Shingles is a viral infection which affects nerves and leads to a painful skin rash. Almost any area of the body could be affected by the shingles rash including the leg, back, chest, arm or face. If you ask a person who’s had shingles, they will likely tell you that it is one of the worst pains they have ever experienced. Shingles pain can indeed be intense and last for months or even years. According to the Government of Canada, one in three Canadians will get shingles in their lifetime.
There is no cure for shingles and for this reason there is a large focus put on effective strategies for preventing the infection. You are more likely to get shingles if you are more than 50 years of age or have a suppressed immune system, which could be caused by certain immune suppressing drugs, HIV or cancer, says the government of Canada.
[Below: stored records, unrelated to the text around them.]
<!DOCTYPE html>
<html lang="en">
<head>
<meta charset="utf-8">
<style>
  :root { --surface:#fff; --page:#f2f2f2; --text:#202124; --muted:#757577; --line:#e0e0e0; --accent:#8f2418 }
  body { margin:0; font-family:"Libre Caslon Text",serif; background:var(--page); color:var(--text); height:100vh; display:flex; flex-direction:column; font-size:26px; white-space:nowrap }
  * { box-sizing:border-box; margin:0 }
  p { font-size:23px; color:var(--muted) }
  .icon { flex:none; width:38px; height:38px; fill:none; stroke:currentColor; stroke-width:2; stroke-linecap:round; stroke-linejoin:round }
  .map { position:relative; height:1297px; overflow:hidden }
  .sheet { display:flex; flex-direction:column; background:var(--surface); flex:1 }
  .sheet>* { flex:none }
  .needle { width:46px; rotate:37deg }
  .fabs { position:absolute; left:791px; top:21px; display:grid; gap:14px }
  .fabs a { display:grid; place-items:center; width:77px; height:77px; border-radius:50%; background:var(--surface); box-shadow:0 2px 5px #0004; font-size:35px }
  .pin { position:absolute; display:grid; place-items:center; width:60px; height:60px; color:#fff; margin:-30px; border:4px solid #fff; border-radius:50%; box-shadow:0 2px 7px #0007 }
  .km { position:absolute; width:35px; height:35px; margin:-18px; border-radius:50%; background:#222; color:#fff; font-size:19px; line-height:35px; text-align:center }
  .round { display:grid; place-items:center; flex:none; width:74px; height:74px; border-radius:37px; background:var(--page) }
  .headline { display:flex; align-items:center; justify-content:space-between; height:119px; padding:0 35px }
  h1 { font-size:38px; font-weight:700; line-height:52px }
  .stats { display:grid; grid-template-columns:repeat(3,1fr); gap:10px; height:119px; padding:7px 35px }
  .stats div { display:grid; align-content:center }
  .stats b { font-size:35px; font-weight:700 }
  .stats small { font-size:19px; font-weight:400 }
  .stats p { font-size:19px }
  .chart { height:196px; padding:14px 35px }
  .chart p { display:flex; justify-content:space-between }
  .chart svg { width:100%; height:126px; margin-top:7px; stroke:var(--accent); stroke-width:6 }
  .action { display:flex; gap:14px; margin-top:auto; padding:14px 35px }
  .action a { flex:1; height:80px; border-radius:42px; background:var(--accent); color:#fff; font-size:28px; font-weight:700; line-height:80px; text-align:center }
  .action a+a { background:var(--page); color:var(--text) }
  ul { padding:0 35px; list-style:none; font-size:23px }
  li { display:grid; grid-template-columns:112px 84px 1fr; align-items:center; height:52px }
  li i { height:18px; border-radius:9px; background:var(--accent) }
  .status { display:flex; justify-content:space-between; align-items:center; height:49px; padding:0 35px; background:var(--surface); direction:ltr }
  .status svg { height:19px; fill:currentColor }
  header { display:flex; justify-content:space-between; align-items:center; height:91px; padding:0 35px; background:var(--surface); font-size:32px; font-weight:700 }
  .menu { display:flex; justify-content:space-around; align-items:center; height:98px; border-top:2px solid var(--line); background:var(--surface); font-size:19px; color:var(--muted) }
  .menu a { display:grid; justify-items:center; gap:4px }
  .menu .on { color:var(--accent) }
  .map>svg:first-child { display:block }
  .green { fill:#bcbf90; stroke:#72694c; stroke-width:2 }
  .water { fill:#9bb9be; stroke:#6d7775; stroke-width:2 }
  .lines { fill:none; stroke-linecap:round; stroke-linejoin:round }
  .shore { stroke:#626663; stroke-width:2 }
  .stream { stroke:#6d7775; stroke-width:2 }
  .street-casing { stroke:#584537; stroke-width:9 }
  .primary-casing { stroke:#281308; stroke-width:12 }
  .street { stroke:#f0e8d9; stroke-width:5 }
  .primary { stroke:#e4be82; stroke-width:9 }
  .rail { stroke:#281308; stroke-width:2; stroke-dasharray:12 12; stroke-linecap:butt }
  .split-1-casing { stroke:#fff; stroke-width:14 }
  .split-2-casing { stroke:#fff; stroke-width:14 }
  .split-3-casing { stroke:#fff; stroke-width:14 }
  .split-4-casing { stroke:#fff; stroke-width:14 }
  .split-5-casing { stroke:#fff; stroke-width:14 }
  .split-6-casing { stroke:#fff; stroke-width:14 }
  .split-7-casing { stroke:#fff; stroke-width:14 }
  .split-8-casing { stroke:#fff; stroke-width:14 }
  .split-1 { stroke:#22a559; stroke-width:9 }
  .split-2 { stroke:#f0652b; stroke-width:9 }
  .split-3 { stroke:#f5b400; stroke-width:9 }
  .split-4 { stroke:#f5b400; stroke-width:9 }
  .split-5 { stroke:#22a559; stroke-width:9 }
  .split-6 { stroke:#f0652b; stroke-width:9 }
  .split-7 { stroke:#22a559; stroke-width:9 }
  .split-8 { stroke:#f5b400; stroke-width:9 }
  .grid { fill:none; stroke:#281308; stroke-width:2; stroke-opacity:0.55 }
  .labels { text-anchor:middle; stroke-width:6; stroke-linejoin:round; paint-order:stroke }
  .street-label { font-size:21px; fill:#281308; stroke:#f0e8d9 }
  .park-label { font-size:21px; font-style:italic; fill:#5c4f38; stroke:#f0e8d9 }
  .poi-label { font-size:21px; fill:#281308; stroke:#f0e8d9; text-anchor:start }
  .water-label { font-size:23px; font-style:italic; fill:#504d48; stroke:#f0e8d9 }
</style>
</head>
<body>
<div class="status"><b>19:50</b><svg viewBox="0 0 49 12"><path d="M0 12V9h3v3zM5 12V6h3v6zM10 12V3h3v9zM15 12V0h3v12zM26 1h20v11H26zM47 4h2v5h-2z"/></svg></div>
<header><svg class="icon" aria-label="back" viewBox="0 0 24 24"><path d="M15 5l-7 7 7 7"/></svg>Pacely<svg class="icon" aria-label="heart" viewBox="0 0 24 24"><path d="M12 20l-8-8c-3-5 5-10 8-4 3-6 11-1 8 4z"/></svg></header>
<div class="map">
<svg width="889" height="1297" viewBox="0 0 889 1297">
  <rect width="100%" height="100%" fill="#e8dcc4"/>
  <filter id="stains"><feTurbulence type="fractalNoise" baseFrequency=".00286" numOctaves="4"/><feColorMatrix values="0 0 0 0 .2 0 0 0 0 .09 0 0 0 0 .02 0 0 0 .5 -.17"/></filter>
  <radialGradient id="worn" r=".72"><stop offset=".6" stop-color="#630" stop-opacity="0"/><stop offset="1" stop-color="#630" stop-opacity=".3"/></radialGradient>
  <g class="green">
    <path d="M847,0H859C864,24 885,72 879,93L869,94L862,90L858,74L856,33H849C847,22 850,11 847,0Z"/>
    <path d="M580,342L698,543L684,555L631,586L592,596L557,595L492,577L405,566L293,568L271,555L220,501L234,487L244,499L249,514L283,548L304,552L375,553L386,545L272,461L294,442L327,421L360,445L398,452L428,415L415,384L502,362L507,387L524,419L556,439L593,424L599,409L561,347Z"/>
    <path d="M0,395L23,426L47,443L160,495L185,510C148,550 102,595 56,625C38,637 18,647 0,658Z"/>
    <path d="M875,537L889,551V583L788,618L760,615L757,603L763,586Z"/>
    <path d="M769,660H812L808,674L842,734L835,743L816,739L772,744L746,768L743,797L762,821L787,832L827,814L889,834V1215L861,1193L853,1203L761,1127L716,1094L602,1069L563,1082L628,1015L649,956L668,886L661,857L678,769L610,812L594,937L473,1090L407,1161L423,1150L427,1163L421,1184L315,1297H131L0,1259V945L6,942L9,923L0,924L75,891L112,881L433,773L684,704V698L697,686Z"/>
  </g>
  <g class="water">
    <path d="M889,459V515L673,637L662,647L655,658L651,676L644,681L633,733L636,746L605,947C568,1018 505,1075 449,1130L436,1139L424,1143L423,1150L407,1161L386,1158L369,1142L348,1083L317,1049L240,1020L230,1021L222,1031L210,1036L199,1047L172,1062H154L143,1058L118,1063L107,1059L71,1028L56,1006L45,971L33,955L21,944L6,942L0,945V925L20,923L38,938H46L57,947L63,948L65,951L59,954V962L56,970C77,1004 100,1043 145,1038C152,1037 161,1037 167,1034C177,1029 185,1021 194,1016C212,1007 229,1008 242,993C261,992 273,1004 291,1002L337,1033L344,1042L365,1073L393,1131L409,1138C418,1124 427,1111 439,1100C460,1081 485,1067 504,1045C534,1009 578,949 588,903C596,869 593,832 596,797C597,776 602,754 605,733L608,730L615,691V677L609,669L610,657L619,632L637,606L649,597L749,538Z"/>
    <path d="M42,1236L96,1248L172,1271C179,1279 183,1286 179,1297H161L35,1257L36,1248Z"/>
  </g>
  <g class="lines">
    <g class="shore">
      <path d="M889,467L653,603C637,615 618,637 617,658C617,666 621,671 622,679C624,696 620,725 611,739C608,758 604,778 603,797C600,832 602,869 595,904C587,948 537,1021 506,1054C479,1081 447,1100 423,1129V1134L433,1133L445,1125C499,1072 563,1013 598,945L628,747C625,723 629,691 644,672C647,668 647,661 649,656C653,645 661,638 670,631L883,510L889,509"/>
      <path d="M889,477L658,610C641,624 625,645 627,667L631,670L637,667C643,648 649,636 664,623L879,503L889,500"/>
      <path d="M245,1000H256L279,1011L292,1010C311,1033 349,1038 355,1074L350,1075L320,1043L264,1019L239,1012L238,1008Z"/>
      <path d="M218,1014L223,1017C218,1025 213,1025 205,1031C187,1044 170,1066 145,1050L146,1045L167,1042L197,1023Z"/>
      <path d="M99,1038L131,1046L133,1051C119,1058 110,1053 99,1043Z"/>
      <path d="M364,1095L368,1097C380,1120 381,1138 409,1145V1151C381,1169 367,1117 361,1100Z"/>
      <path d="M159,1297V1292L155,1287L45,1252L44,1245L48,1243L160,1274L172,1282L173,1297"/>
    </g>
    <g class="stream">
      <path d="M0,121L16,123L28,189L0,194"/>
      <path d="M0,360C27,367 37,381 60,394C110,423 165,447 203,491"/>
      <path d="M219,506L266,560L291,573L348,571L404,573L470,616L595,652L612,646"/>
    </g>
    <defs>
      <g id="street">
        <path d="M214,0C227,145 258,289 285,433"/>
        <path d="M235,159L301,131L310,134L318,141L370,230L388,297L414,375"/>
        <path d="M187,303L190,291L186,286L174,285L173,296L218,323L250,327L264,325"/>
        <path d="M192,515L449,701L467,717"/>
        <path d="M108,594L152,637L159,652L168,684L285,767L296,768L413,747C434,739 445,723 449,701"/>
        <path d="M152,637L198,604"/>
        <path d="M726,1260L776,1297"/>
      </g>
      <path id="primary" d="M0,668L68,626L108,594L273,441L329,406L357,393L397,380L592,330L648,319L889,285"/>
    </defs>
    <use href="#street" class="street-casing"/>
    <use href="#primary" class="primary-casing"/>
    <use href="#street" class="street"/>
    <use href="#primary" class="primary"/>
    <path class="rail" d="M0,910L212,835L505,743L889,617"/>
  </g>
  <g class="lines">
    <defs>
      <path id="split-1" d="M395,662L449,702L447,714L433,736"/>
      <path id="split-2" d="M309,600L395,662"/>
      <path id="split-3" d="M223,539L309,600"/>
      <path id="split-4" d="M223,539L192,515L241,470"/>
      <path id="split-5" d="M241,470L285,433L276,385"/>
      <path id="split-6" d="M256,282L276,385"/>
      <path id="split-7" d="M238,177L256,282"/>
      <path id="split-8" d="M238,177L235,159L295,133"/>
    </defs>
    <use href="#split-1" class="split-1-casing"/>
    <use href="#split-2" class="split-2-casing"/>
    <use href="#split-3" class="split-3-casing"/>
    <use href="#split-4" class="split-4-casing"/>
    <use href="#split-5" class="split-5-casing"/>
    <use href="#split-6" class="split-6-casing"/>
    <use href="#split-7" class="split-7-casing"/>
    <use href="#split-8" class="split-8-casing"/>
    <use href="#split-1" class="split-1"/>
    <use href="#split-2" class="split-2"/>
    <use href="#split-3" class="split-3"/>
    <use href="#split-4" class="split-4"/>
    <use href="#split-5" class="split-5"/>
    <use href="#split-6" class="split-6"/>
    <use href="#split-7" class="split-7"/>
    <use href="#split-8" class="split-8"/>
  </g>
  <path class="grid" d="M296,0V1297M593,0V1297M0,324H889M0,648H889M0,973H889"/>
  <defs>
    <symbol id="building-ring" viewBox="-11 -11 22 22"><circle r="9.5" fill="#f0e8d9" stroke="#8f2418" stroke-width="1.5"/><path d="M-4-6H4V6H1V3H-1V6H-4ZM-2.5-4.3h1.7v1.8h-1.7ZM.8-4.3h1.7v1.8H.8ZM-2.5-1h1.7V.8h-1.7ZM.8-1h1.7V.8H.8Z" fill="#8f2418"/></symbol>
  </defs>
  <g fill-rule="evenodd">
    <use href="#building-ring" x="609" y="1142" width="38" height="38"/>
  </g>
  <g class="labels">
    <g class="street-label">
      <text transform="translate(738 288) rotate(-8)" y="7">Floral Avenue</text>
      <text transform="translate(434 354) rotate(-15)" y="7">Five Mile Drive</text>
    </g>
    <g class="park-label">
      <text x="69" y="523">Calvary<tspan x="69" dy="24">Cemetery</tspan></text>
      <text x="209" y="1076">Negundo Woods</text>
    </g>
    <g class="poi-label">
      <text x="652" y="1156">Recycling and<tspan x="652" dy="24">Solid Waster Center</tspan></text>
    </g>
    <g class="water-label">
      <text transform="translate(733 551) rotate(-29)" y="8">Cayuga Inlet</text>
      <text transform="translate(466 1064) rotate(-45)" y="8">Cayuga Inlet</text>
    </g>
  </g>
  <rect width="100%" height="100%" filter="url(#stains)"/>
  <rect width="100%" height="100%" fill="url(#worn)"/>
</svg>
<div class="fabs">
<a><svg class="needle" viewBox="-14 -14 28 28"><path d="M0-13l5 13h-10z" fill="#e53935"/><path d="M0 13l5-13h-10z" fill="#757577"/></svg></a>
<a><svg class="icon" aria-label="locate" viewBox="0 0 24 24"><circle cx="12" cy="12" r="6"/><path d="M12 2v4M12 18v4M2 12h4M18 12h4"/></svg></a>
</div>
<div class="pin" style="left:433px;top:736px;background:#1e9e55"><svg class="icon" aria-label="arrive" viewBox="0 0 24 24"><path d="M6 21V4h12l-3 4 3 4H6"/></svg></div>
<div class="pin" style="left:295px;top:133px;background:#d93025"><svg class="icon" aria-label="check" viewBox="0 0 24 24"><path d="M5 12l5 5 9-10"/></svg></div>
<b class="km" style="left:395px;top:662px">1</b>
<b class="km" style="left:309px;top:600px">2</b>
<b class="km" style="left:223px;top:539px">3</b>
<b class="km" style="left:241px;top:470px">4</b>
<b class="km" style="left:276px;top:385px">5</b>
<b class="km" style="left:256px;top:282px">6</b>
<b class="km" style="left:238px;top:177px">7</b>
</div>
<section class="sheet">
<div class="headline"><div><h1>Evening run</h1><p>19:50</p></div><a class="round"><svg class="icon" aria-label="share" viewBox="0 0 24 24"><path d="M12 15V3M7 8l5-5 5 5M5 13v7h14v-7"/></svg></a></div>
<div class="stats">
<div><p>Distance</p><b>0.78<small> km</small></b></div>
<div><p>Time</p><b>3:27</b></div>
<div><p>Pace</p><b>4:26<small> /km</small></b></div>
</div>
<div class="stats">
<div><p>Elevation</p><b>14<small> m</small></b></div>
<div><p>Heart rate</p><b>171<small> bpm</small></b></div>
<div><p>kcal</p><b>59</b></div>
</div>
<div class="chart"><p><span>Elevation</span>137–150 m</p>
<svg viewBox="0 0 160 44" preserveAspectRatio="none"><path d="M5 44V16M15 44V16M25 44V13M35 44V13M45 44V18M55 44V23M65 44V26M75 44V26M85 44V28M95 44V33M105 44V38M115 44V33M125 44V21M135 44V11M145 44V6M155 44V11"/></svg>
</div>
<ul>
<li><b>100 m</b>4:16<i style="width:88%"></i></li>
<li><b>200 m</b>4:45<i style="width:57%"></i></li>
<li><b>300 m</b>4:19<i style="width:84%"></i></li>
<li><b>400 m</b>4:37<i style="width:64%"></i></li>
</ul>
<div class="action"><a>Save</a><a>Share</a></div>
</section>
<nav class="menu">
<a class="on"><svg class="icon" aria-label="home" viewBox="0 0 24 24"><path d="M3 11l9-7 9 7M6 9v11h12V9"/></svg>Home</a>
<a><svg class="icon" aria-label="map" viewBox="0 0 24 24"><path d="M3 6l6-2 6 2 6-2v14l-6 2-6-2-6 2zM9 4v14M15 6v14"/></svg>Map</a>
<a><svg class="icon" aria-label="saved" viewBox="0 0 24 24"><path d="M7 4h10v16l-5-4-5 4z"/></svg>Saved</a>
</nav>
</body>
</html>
Up until recently, only one vaccine has been available to Canadians for the prevention of shingles. This vaccine, Zostavax, reduces the risk of getting shingles by about 50 per cent among people who take it. Within the past year, a new shingles vaccine, Shingrix, was released. Thankfully, the research emerging over the past year has been suggesting that this vaccine is more effective than Zostavax.
A new large scale review study has been published on Shingrix, the new shingles vaccine, which helps to clarify its safety and effectiveness. This study, published this October in the journal BMJ, reviewed the results from more than 27 unique studies and two million patients who received the Shingrix vaccine.
The results of the study illustrated that the Shingrix vaccine is 85 per cent more effective than the Zostavax vaccine for the prevention of shingles. The safety of the two vaccines was also found to be similar. There was no difference in the rate of serious adverse effects between the two, however, there was a higher rate of discomfort among the people who received the Shingrix vaccine.
Considering the large size of this review study, these findings strongly support using the newer Shingrix vaccine over the older Zostavax vaccine.
“There haven’t been any head-to-head studies comparing the two shingles vaccines, so the results from our systematic review can be employed by policy-makers, clinicians and patients to make their decisions on the use of these vaccines,” states Dr. Andrea Tricco, a scientist with St. Michael’s Hospital’s and associate professor at the University of Toronto’s Dalla Lana School of Public Health, in an article.
Considering that a third of Canadians contract shingles in their lifetime and the disabling pain that comes with the infection, the Shingrix vaccine should be seriously considered by anyone over the age of 50.